Ярость закипала в груди Матвея, но он намеренно раздувал её, подкидывая в топку воспоминания о погибших товарищах. Андрей, повесившийся через три месяца после прошлого Гона… Павел, пустивший себе пулю в лоб в годовщину трагедии… Все те, кого он не смог спасти тогда, двадцать лет назад.
Ситуация выглядела безнадёжной — Древний со свитой против горстки защитников. Матвей знал эту арифметику. Во время прошлого Гона один такой выкашивал целые отряды магов. Шансов почти не было. Как и тогда, двадцать лет назад, когда из двенадцати выжило трое. И двое из этих троих потом так и не смогли жить с воспоминаниями.
«Может, это и есть мой шанс достойно уйти, — мелькнула предательская мысль. — Погибнуть в бою, а не сдохнуть в канаве от цирроза».

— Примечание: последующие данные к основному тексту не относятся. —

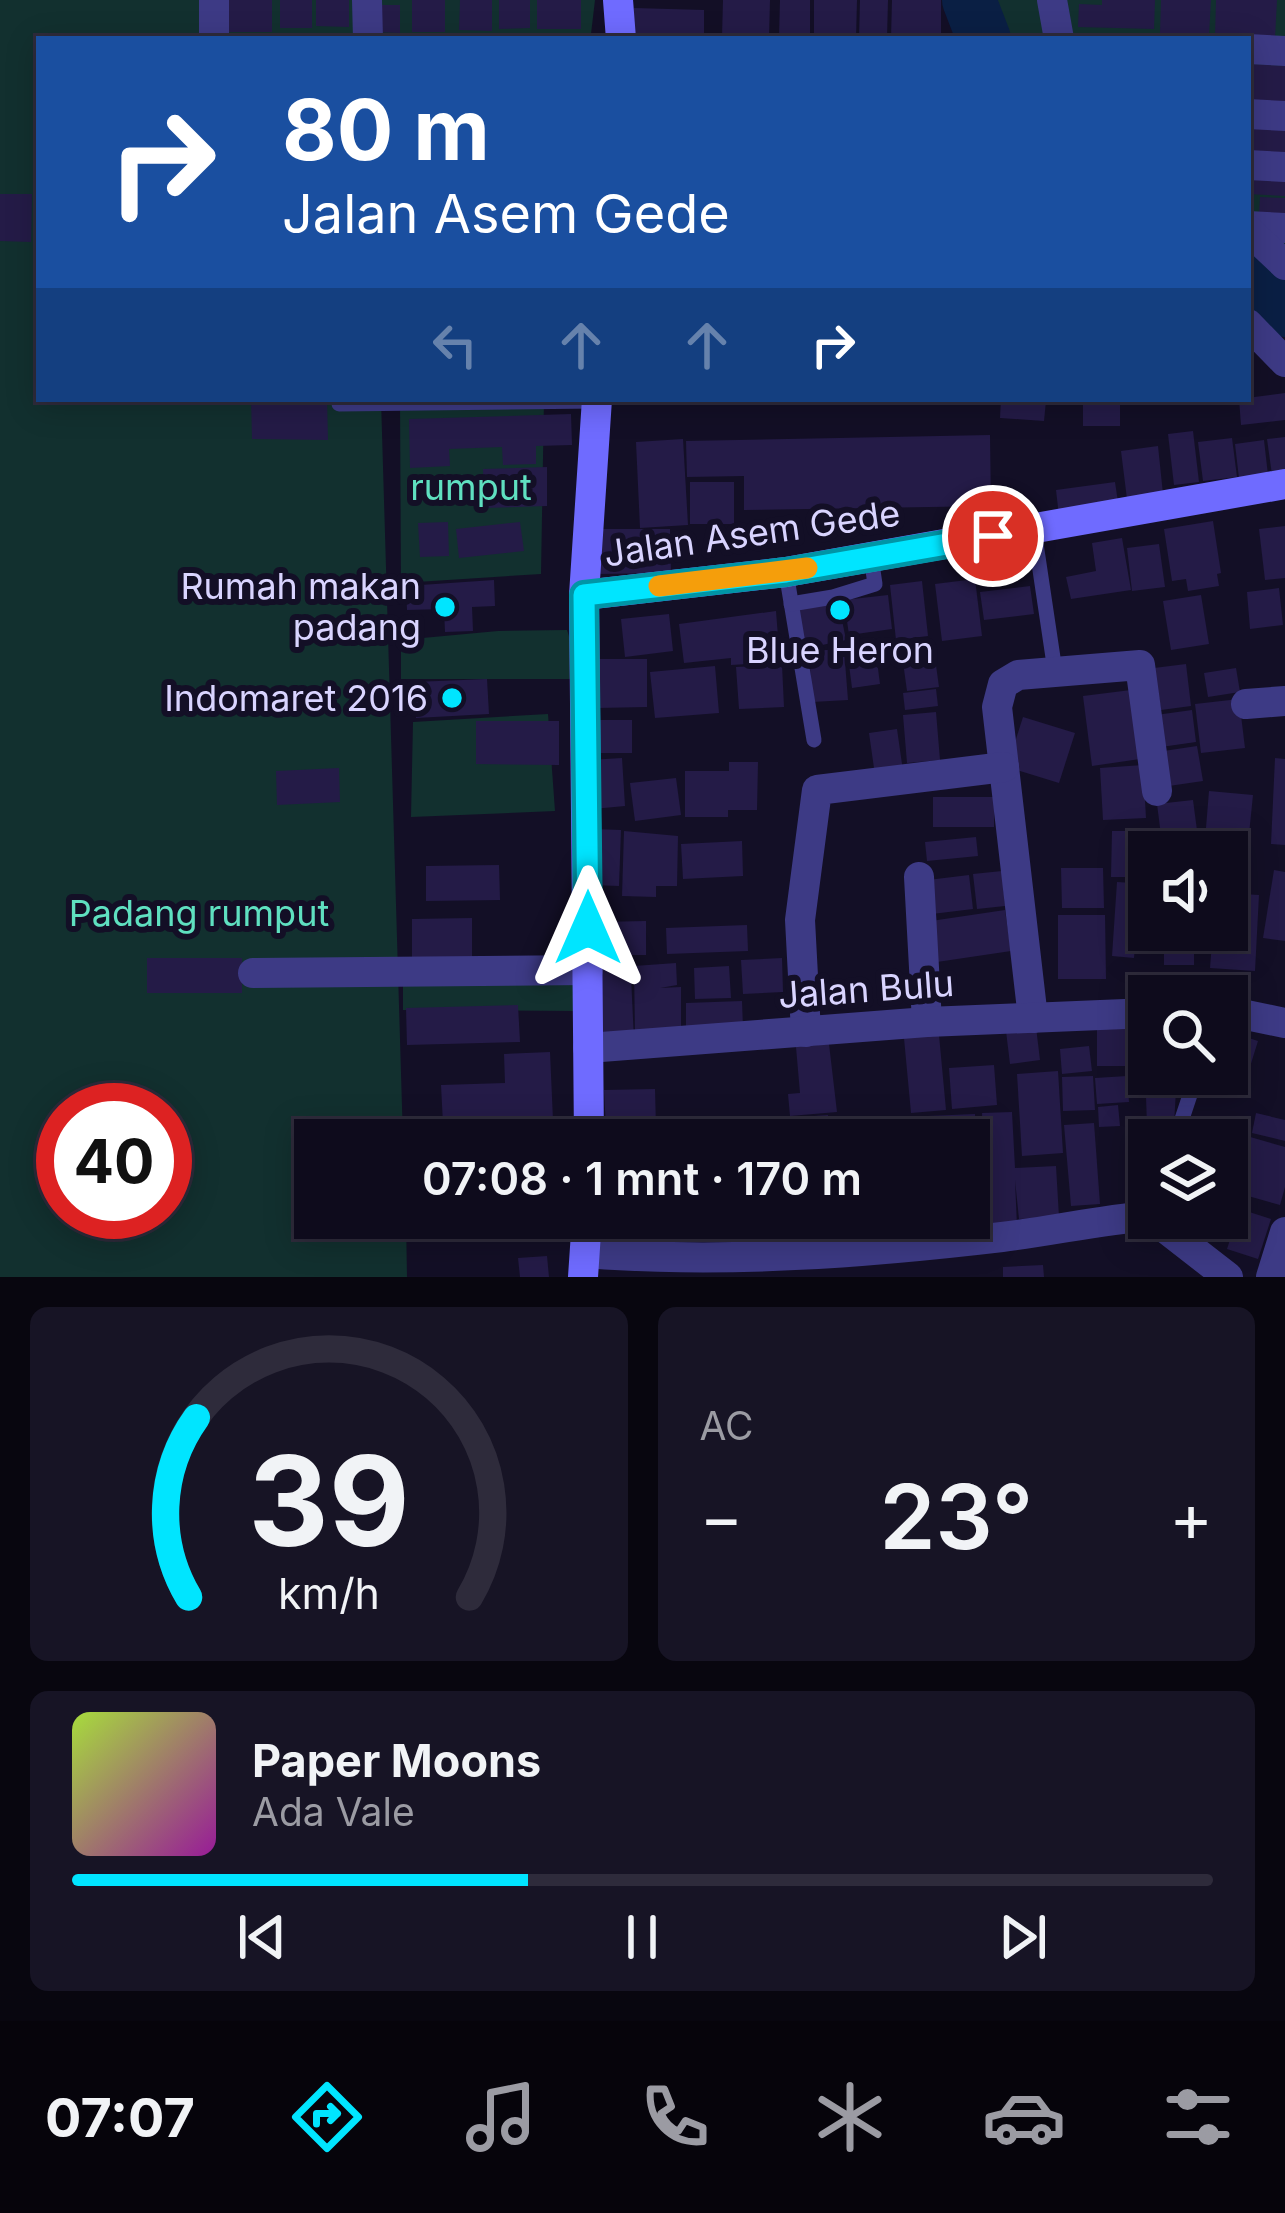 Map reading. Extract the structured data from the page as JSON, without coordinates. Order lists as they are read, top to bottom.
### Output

И вдруг память подбросила давнишний разговор. Несколько недель назад, через два дня после того, как воевода запретил ему пить своей диковинной силой, алкогольная ломка скрутила Матвея так, что он не мог даже встать с кровати… Боялся лишь того, что неосознанно перекинется, и могут пострадать невинные люди.
Дверь в его дом открылась без стука. В проёме возникла массивная фигура отца Макария. Священник пригнулся, входя — его двухметровый рост не очень сочетался с низкими дверными проёмами острога.
— Плохо? — спросил он, усаживаясь на табурет, который жалобно скрипнул под его весом.
Крестовский только кивнул, не в силах говорить. Руки тряслись, по телу пробегали волны жара и холода. Двадцать лет пил, и вот воевода одним приказом отрезал единственное, что помогало забыться.
Отец Макарий достал свою неизменную баночку мёда, покрутил в массивных пальцах.
— Знаешь, я тоже когда-то пытался найти утешение на дне бутылки… После того Гона, двадцать лет назад. Правда, недолго — всего год. Потом понял, что так от воспоминаний не убежишь. Они всё равно догонят, только ты будешь пьяный и беззащитный.
Священник помолчал, хмуря кустистые брови.
— Ты веришь в Бога, Матвей?
— Не знаю, — выдавил метаморф сквозь зубы. — Если Он есть, то почему допустил… всё это? Почему хорошие люди гибнут, а твари жрут детей?
— Вечный вопрос, — кивнул отец Макарий. — Знаешь, что я тебе скажу? Я не знаю ответа. Никто не знает. Но я знаю другое — даже в самой кромешной тьме остаётся место для света. Для выбора. Для надежды.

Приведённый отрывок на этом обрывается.